The NEW Nich 4,700uf VZ's @35V are similar but physically smaller that the originals.

C33_main_caps.jpg


Power Supply rectifiers

C33_rectifiers_I.jpg


Rectifiers in the rear-most compartment

C33_rectifiers_II.jpg
There appears to be (at least) eight 1N5395 diodes in the C33. I may replace them with Fairchild 1N5408.



There was some trouble finding suitable diodes. The Parts List says they are 400V, 1.5A type and I haven't found a GOOD replacement, except for the Fairchild 1N5408 which are 1000V, 3A. The lead diameter of the existing diodes is 0.032".


Top cover PCB

The first board was removed and JUICED UP with Deoxit.

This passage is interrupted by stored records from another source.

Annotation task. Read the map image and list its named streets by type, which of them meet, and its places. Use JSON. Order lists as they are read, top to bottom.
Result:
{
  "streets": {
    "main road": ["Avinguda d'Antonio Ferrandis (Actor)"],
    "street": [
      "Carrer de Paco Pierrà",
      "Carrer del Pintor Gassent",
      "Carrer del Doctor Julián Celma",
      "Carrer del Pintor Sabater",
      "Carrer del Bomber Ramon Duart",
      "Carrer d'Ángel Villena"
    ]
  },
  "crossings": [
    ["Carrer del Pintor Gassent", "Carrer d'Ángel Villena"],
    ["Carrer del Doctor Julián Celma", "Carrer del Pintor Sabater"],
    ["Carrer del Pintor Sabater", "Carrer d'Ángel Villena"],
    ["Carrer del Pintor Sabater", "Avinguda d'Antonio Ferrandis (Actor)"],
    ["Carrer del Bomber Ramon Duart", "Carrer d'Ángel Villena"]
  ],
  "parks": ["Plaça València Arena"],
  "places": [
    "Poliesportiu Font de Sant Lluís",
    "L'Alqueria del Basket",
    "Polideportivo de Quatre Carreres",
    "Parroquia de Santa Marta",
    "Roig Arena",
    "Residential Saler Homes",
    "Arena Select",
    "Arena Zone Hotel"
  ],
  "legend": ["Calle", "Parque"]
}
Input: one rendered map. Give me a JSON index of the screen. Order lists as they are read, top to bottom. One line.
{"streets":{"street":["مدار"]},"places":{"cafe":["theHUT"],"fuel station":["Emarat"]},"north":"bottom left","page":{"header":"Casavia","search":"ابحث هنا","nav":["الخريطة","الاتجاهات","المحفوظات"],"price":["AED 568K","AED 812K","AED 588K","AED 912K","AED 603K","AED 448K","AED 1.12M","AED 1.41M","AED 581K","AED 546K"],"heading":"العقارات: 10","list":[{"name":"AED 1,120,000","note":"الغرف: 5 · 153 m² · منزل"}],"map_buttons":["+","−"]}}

I see the TWO caps at the end are in the signal path.

C33_top_cover_PCB.jpg
Two caps at the end look like general purpose electrolytics. These will be replaced with FG (Fine Gold.)



They are 10uF, 50V when the schematic calls for 16V. Will need to order FG for these.

C33_top_cover_caps.jpg
10uF caps on top PCB. There was a small rust spot in the center of the Monitor Amp INPUT switch which came off pretty well but left tool marks.



End of Day 1

Suppose someone could go through this preamp in 4 - 6 hours but how many things would get broken? What corners would be cut? It's going to take easily 4 - 6 weeks to do this job.. and possibly longer.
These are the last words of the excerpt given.